Besonders groß können Antworten auf DNSKEY-Abfragen werden. Der öffentliche Schlüssel von ML-DSA-44 misst 1312 Byte, die zugehörige Signatur weitere 2420 Byte. Während der Übergangszeit müssen Zonen außerdem weiterhin klassische Schlüssel und Signaturen veröffentlichen, damit ältere Resolver ihre DNSSEC-Kette noch prüfen können. Bei Schlüsselwechseln kommen gegebenenfalls zusätzliche Einträge hinzu.
Die parallele Nutzung alter und neuer Algorithmen schafft ein Downgrade-Risiko. Nach herkömmlicher DNSSEC-Logik kann ein Resolver eine Zone akzeptieren, wenn er einen gültigen Validierungspfad findet. Wäre ECDSA eines Tages mit Quantencomputern brechbar, könnte ein Angreifer also versuchen, nur einen gefälschten klassischen Pfad auszuliefern – obwohl die Zone zusätzlich mit ML-DSA-44 signiert ist.
Cloudflare verschärft dafür lokal die Validierungsregeln: Enthält der in der übergeordneten Zone signierte DS-Record einen unterstützten Post-Quanten-Algorithmus, verlangt 1.1.1.1 mindestens einen gültigen ML-DSA-44-Validierungspfad. Eine allein gültige klassische Signatur reicht dann nicht mehr. Ältere Resolver können weiter auf klassische Signaturen zurückgreifen, während der Cloudflare-Resolver das nicht tut.

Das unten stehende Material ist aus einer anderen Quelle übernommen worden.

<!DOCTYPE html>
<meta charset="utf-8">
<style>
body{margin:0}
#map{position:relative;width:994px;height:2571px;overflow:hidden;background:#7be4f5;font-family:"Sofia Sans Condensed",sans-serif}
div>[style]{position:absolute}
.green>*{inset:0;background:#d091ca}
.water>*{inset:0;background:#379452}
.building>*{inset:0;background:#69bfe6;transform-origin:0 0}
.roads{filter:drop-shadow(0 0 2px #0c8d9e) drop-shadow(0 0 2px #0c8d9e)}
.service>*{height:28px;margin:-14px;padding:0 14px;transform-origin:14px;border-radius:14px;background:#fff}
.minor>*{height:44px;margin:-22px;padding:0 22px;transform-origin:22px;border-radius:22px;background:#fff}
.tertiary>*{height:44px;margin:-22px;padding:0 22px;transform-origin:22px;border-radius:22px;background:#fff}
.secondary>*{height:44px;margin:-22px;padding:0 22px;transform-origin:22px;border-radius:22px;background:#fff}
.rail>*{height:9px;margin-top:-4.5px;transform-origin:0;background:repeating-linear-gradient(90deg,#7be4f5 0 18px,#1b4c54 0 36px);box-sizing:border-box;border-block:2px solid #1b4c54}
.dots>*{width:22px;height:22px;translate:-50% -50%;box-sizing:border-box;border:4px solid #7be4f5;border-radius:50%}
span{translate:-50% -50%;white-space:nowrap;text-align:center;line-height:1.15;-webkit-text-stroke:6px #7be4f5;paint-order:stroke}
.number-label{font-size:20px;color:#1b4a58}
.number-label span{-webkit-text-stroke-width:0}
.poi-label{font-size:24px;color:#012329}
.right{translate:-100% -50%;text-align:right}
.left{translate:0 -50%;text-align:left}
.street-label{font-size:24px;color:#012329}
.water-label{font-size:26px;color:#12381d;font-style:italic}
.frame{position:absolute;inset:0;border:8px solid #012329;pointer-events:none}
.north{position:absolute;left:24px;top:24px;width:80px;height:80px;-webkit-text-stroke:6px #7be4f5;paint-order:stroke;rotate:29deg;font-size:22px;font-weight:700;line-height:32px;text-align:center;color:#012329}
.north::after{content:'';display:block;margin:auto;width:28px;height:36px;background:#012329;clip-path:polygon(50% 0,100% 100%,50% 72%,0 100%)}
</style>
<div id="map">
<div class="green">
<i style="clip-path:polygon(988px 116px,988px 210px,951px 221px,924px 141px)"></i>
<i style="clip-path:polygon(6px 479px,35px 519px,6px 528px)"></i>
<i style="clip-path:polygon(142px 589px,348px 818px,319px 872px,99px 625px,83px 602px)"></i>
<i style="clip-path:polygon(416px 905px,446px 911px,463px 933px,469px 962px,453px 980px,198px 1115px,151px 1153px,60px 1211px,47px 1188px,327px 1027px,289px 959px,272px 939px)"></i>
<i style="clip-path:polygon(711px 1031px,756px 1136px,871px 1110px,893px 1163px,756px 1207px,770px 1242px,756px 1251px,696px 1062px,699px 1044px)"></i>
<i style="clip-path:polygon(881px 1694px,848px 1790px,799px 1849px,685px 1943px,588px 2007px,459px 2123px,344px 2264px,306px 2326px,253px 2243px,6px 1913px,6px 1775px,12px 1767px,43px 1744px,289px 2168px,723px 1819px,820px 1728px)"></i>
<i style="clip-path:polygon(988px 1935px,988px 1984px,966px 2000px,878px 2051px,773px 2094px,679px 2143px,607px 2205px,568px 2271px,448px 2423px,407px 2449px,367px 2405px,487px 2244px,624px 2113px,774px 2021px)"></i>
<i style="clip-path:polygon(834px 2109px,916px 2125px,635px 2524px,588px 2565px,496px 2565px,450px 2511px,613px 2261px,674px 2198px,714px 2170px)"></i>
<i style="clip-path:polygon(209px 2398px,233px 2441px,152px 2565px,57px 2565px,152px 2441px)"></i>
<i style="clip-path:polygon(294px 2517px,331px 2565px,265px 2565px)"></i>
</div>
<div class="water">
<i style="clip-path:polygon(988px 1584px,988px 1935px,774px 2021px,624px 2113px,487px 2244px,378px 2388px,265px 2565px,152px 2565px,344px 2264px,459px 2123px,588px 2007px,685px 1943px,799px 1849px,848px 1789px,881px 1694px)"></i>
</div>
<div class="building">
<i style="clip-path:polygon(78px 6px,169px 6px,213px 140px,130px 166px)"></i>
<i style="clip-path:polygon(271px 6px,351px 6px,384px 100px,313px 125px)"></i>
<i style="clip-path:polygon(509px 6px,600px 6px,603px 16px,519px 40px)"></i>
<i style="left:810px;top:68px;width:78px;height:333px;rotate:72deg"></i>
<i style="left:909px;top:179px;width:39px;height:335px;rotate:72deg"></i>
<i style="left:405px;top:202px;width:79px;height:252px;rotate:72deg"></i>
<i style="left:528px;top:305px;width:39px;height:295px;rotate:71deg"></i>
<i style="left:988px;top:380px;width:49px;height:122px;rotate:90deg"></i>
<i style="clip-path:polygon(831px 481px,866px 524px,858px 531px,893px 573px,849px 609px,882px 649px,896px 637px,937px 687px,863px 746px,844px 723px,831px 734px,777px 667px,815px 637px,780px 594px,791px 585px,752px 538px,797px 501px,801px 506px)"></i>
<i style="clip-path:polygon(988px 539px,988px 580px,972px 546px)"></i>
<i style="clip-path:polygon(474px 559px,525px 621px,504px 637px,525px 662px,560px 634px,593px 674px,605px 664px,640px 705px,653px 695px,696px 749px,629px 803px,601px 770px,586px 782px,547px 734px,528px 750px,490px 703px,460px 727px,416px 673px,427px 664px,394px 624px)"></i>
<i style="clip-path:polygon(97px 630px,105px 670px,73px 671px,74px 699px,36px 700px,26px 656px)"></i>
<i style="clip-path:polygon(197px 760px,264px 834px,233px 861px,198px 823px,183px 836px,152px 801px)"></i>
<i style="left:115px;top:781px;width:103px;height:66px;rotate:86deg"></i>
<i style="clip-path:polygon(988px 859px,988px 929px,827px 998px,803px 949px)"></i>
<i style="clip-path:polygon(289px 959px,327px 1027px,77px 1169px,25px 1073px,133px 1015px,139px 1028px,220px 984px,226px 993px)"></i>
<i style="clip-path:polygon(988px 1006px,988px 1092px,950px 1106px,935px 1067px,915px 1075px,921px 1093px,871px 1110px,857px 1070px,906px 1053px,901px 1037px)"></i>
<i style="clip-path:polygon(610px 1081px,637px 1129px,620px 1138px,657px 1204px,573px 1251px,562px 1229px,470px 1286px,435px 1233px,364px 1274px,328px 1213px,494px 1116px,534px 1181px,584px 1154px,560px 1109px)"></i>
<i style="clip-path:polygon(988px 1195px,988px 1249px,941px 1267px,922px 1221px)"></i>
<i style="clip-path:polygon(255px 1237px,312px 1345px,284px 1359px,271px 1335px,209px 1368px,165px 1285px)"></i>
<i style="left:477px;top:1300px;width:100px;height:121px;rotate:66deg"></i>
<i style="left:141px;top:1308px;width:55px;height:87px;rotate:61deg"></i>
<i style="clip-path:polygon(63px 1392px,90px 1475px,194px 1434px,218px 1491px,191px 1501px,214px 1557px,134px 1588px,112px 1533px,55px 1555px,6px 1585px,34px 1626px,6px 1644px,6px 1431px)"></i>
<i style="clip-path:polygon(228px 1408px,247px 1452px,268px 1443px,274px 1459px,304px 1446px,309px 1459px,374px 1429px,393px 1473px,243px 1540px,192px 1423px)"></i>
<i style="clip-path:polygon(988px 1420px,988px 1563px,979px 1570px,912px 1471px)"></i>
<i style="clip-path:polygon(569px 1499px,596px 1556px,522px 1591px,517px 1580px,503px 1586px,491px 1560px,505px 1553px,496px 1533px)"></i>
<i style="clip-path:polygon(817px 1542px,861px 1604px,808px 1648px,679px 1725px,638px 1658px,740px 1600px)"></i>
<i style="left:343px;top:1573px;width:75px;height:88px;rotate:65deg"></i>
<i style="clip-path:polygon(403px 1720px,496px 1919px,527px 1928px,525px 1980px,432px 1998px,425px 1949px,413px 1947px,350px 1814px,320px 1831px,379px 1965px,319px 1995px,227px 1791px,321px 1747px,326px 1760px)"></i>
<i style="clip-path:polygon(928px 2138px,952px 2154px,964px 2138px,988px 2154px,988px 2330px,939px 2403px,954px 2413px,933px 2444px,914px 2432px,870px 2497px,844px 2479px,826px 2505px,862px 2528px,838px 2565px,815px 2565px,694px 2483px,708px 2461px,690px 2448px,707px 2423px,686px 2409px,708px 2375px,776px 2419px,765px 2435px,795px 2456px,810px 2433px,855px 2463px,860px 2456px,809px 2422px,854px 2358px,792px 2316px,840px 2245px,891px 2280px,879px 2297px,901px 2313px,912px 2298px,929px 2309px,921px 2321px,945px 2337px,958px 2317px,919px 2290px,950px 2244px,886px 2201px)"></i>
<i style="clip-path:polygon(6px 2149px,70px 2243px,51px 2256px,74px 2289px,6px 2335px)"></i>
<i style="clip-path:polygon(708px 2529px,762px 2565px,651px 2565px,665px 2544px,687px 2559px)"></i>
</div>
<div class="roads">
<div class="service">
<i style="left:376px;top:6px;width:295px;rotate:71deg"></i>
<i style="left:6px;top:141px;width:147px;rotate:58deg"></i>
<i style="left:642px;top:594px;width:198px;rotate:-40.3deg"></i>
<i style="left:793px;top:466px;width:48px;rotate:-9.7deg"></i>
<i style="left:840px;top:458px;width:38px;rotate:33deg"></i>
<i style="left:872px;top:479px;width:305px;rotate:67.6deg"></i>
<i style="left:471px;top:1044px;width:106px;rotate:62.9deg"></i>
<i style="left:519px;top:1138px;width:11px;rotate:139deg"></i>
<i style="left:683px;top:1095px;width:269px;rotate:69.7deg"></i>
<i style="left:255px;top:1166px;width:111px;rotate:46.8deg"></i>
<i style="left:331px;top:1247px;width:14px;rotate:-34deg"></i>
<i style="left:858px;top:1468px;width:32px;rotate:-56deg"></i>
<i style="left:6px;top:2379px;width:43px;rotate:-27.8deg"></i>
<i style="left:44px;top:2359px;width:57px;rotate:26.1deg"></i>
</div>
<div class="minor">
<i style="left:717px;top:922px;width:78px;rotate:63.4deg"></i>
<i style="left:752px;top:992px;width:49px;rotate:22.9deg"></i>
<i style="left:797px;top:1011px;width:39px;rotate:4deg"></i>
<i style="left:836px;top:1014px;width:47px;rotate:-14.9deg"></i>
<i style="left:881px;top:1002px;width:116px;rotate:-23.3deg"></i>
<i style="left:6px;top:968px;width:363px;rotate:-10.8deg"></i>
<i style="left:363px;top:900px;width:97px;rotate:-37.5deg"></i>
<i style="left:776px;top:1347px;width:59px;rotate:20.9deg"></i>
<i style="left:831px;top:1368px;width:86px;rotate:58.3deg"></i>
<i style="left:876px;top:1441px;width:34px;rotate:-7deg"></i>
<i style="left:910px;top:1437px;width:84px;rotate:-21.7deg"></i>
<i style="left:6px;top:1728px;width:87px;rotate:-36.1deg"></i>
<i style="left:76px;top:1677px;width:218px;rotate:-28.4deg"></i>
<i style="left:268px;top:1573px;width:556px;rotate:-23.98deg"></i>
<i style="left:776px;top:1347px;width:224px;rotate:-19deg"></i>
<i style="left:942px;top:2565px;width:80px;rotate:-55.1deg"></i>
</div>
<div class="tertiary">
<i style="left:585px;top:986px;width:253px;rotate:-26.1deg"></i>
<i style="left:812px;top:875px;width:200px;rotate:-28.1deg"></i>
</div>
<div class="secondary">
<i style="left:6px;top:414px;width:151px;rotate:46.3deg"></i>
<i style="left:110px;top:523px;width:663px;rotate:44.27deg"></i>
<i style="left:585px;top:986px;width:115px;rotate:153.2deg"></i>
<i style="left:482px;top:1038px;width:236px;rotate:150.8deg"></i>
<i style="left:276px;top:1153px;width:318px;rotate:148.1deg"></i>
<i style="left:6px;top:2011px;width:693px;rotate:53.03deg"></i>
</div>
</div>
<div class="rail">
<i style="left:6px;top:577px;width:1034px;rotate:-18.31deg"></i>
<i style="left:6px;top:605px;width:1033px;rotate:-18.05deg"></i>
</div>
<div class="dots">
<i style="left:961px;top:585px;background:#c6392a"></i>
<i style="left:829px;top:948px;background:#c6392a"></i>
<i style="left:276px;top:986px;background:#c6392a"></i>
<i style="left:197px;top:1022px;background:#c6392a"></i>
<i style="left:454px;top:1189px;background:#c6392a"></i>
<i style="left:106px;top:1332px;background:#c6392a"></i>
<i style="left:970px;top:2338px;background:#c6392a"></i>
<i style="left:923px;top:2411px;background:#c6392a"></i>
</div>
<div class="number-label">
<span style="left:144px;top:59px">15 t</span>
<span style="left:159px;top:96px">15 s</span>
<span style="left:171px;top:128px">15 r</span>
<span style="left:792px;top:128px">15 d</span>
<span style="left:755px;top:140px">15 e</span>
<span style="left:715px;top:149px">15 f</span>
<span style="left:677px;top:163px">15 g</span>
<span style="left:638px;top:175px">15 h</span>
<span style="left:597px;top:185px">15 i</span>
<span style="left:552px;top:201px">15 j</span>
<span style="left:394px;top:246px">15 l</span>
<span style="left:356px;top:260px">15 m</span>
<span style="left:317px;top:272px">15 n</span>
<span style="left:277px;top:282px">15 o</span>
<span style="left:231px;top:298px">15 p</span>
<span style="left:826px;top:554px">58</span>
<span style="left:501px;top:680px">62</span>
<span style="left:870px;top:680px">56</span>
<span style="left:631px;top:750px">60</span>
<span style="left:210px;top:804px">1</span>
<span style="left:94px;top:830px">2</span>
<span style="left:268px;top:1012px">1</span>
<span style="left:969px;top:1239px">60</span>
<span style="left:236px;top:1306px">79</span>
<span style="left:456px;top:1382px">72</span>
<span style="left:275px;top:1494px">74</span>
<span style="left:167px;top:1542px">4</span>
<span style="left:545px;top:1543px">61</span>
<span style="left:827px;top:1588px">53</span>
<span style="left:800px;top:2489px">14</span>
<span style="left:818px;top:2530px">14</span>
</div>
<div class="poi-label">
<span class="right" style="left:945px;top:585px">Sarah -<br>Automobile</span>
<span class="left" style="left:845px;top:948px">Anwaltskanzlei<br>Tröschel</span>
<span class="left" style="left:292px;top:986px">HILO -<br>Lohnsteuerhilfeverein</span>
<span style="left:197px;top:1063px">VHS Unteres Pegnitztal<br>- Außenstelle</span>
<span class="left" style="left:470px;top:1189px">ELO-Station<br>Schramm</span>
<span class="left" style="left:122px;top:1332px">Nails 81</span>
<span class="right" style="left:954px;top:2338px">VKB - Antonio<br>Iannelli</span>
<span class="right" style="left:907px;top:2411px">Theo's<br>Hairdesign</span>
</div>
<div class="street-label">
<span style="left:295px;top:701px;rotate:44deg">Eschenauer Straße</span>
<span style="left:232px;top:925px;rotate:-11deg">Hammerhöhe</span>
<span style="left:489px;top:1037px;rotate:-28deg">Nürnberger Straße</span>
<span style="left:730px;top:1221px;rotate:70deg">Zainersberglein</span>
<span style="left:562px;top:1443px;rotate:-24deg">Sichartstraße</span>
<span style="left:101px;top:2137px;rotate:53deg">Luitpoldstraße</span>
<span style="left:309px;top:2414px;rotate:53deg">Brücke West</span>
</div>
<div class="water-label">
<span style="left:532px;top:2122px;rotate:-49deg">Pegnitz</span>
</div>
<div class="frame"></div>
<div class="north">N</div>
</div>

Der Mechanismus schützt allerdings nur durchgängig, wenn die Post-Quanten-Signaturen entlang der gesamten Delegationskette reichen – über alle übergeordneten Zonen hinweg bis zur Root-Zone. Eine klassische, später brechbare Signatur auf einer höheren Ebene bliebe sonst ein Angriffspunkt. DNSSEC sichert dabei die Authentizität, nicht die Vertraulichkeit von DNS-Abfragen; das bekannte Szenario, Daten heute zu sammeln und später zu entschlüsseln, betrifft DNSSEC daher nicht unmittelbar.